They're a secretive underground bikie gang. One that's often feared and often misunderstood.
Boundary riders even within tribal motorcycling circles, they challenge every single ideal associated with riding motorcycles.
This gang gently buzzes down the road like a swarm of excitable tweenage bees.

Welcome to the cultish world of Monkey bikes – where men spend up to $30,000 on low-powered vintage children's toy motorcycles – currently undergoing a sheepish revival with an unlikely bunch of macho blokes.
“Don't judge us by the size of our motorcycles,” says Tony Gregoriou, a hulking 35-year-old tradie from south-western Sydney, the self-proclaimed "Monkey godfather".
They are bashfully ridden by ordinary grown men, earnestly righting the wrongs of Christmases past by owning the motorcycles their parents deprived them of throughout their 1980s' childhoods.
These bikes were immortalised in retro posters and advertising of the day – Honda Z100s and Z50s ridden by perfectly blonde, bell-bottomed families – largely as a ploy by the Japanese manufacturer to embed motorcycling in a new middle-class generation.

If you were lucky enough to be given one.
“I told my dad I wanted a motorbike for Christmas so I got up at five o'clock Christmas morning and under the tree there's nothing. So because of him, I'm, like, going through a mid-life crisis and now I've got ten of them,” Tony says.
But Tony is not the only one realising his childhood fantasies.
“We all love our little fetish thing we got here with the Sydney Monkey Riders club,” he says.
Their club has over a hundred members and is not the only club in Australia. Huge Monkey bike gangs roam the streets of Bangkok and Manila.
It's a blossoming community, enabled by meticulous internet forums, allowing Monkey riders to shyly come out of the shed and connect with others who share their 'fetish'.
Some restore forgotten, rusted-over bikes, salvaged from barns and wreckers, some even keep rust on for credibility.

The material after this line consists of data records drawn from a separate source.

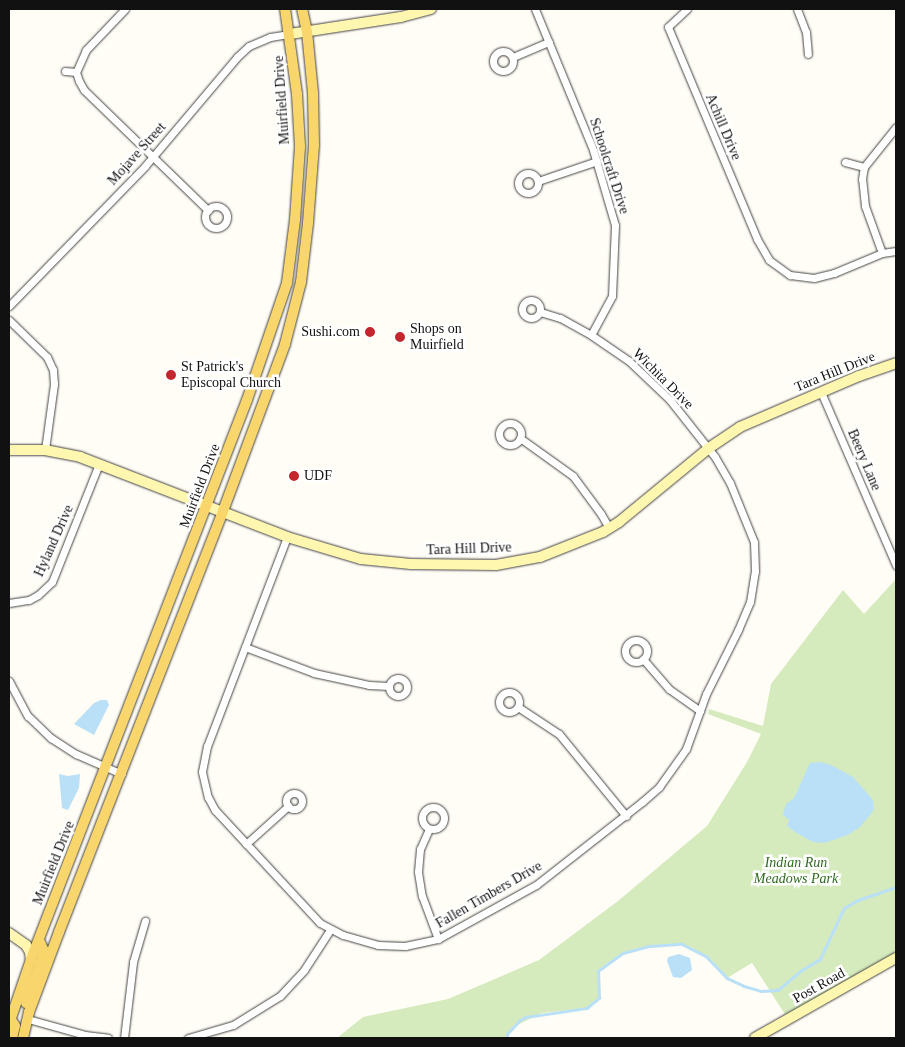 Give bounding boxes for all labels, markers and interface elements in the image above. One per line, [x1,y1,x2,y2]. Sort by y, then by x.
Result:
street label: Muirfield Drive [271,55,293,145]
street label: Achill Drive [702,91,744,163]
street label: Schoolcraft Drive [586,116,632,216]
street label: Mojave Street [104,119,170,189]
place label: Shops on Muirfield [410,321,464,354]
place label: Sushi.com [301,324,360,340]
marker: Sushi.com [364,326,376,338]
marker: Shops on Muirfield [394,331,406,343]
street label: Wichita Drive [629,345,697,413]
street label: Tara Hill Drive [792,348,878,396]
place label: St Patrick's Episcopal Church [181,359,281,392]
marker: St Patrick's Episcopal Church [165,369,177,381]
street label: Beery Lane [844,427,884,493]
street label: Muirfield Drive [176,441,224,531]
place label: UDF [304,468,332,484]
marker: UDF [288,470,300,482]
street label: Hyland Drive [31,503,77,579]
street label: Tara Hill Drive [426,539,512,559]
street label: Muirfield Drive [30,819,78,907]
park label: Indian Run Meadows Park [754,855,838,888]
street label: Fallen Timbers Drive [433,858,545,932]
street label: Post Road [790,965,848,1007]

“The scene is growing here, like it is overseas. But these are not toys, we are about tires on the road,” he says.
But that presents a unique problem – their tiny gas tank requires Monkey riders to carry a thermos of petrol in their backpacks, just so they can make it between petrol stations.
“These are just your average Joe Blows,” Tony Gregoriou says.
“You get married, you have kids, your life is all about your family, and sometimes you do lose touch with your friends, because you just don't have time. This is a good reason to keep in touch with mates”.
He says it's his Monkey bikes that stand out and get attention more so than big Harley Davidsons.
“It's all about just the happiness that you get. When you rock up on the bike, they smile. When people put out a positive energy to you, it's always good”.